Whitebassfisher said:


> Surely airboat captains don't think it is fair to permanently damage other outdoorsmen's hearing.


Don't call me Surely...


----------



## aggie182 (Sep 12, 2010)

I Fall In said:


> I just don't understand it. Last summer I was running my yak with a fan on the back with my generator on the front (I took the muffler off because I feel it limits the power) when I came around a point trolling 2 rods with Croaker. Well there was a wader in 8 ft of water ( he was deep to avoid the airboats) he got really pizzed when one of my croaker hooks snagged his Simms and ripped a hole in them. I couldn't slow down because yaks are hard to control in over 4 ft of water. I felt guilty but got over it quickly because my other rig bowed over and I landed a Stinky Pants stringer with 4 Trout a Red and 2 Flounder. My first Texas Slam on one Croaker.
> He must have appreciated my angling skills because he repeatedly told me I was #1....


 Where do you keep your yeti? Or was it stolen the night before this happened?


----------



## Smackdaddy53 (Nov 4, 2011)

Surely you guys like the direction this is going!

http://www.fishingscout.com/scouts/SmackDaddy


----------



## Whitebassfisher (May 4, 2007)

And I surely brought it up purposely. 
If I was bothered by inconsiderate airboats, I would pursue it legally. 
Surely a petition by outboard users, kayak users, wade fishermen, picnicers, home owners, etc would have to be considered. It could go into effect in state waters 9/1/14. 
Noise is a proven scientific fact.

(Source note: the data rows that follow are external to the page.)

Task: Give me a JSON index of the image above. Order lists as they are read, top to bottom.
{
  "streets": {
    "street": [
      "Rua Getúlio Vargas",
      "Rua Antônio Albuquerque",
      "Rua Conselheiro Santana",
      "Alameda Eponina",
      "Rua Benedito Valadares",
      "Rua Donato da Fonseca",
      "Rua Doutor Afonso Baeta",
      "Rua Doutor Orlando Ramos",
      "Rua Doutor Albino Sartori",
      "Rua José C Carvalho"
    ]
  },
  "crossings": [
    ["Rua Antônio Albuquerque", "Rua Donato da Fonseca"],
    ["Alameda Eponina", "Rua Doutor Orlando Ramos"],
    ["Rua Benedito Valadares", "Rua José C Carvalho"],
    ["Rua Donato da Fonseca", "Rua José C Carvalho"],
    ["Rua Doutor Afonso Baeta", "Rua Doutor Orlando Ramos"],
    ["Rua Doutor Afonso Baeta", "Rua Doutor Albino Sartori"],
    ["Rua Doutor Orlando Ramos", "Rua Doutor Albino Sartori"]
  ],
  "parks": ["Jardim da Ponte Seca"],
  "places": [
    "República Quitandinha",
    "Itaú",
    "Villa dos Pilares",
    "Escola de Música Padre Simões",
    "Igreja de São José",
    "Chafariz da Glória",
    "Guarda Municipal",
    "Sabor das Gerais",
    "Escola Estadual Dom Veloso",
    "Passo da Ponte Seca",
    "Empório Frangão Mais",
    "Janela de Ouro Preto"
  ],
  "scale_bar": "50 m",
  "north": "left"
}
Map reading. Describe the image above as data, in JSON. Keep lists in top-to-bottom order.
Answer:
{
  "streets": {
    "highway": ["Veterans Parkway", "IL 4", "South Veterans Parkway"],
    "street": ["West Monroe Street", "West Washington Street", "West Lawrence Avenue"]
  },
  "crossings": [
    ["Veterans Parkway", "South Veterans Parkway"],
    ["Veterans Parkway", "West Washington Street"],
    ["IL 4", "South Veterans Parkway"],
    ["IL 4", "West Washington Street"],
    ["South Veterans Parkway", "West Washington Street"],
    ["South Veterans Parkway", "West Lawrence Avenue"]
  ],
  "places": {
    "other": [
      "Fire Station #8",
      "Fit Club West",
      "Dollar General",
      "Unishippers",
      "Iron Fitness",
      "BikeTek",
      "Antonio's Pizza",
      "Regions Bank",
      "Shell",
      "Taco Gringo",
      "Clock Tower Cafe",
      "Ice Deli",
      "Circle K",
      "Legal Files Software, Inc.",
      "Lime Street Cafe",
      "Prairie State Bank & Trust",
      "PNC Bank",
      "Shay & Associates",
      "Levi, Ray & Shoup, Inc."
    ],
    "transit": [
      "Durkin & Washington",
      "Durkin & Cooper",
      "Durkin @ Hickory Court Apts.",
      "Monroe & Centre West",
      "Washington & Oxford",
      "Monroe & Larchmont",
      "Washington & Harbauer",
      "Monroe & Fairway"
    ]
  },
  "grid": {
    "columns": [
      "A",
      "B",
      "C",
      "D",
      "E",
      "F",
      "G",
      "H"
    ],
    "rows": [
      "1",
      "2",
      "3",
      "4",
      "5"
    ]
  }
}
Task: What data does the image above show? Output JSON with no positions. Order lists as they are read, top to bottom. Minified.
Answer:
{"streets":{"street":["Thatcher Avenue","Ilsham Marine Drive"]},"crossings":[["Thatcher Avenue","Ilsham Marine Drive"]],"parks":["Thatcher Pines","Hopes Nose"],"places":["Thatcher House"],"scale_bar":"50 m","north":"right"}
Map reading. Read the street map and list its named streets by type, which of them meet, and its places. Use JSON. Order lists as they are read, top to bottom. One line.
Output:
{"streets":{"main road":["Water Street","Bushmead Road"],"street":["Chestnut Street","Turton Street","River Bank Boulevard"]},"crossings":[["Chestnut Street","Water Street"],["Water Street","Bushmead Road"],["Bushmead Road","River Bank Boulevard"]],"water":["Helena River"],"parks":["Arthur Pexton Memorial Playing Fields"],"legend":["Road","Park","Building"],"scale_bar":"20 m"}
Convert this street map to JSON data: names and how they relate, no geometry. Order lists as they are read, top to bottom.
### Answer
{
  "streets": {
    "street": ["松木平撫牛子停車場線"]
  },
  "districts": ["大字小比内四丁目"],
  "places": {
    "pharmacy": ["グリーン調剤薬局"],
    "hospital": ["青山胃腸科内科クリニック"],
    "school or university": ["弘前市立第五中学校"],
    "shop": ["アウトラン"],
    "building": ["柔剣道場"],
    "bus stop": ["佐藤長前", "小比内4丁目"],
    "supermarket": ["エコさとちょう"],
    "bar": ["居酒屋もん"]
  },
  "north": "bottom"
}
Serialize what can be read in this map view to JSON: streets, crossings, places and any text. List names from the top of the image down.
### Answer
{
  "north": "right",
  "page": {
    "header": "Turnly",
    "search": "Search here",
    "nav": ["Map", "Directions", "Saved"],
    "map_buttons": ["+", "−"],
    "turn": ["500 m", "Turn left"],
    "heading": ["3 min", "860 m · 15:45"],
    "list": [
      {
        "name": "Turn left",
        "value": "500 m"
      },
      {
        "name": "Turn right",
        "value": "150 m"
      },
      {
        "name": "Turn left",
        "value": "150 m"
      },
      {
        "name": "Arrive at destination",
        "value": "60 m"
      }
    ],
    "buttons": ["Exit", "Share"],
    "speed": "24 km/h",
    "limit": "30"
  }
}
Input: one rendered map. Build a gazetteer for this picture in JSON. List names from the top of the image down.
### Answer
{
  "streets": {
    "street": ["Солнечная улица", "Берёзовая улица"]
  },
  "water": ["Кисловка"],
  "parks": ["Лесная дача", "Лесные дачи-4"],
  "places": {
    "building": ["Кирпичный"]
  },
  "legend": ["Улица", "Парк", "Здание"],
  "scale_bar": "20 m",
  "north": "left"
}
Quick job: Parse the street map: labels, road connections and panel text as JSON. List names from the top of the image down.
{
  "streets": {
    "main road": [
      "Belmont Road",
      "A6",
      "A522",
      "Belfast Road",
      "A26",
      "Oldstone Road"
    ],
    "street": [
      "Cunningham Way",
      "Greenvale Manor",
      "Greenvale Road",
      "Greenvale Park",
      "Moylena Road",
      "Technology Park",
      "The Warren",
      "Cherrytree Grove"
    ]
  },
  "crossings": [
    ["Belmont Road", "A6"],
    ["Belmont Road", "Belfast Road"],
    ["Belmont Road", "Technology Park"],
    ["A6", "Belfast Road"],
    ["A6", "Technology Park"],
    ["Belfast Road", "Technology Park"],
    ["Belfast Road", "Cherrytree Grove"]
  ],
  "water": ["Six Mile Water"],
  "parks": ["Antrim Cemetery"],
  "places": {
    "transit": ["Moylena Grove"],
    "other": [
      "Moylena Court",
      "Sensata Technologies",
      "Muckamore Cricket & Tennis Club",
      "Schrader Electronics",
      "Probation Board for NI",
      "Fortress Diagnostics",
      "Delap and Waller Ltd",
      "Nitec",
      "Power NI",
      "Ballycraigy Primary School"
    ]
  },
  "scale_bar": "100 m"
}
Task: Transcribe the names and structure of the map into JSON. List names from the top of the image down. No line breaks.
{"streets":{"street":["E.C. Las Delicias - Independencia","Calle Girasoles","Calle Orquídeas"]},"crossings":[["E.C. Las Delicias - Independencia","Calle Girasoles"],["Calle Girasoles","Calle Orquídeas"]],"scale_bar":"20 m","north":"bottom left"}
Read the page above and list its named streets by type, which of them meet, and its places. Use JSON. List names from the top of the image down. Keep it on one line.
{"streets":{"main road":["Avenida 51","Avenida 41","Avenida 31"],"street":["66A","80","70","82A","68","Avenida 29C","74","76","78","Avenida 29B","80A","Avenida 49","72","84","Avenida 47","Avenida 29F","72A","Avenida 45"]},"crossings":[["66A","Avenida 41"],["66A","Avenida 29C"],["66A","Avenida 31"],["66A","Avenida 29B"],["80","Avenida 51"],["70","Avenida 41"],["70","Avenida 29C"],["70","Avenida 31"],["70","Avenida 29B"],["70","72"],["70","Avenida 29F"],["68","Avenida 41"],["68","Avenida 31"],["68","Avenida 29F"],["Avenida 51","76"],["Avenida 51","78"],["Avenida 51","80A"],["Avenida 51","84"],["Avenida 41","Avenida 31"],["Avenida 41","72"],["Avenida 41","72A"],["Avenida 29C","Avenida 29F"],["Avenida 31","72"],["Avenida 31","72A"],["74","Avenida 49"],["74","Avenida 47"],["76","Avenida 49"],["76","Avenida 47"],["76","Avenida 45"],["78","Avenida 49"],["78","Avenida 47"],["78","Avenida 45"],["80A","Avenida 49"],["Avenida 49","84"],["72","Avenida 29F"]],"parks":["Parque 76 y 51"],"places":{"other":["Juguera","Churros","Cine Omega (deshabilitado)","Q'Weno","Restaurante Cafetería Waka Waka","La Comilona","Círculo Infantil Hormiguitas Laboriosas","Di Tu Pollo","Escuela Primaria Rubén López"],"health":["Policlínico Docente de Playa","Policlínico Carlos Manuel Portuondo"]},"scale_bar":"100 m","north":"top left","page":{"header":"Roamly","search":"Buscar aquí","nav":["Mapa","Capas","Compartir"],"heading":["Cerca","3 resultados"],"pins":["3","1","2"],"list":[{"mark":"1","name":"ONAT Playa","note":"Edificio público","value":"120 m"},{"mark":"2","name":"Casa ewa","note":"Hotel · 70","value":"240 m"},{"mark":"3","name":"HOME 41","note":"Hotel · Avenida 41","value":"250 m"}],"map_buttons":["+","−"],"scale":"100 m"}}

Noise can be legislated.


----------



## BadBob (Dec 16, 2010)

a little late in the year but one of the best for 2013 :rotfl:


----------



## Smackdaddy53 (Nov 4, 2011)

Get some ear muffs and quit cryin'!!!
These will do...








http://www.fishingscout.com/scouts/SmackDaddy


----------



## Major29 (Jun 19, 2011)

Whitebassfisher said:


> And I surely brought it up purposely.
> If I was bothered by inconsiderate airboats, I would pursue it legally.
> Surely a petition by outboard users, kayak users, wade fishermen, picnicers, home owners, etc would have to be considered. It could go into effect in state waters 9/1/14.
> Noise is a proven scientific fact. Noise can be legislated.


I dont own an airboat, nor do i ever plan to. But I respect airboat owners rights to own and drive one in a safe and respectful manner. There are gonna be bad apples in every bunch...thats just the way it is. I have been wade/kayak/boat fishing for many years and have had issues with dozens of inconsiderate boaters, but only a couple were airboats. I have actually been infringed upon by more kayakers than I have airboats. Yes, they are loud and need to run shallow to operate safely, but get over it...they have rights to our water just like you and I. I cant stand it when people want no government infringement on our rights....until it benefits them personally and then its open the door and take our rights away because an airboat ran down the shoreline close to them. Oh wait...you own that shoreline. I forgot.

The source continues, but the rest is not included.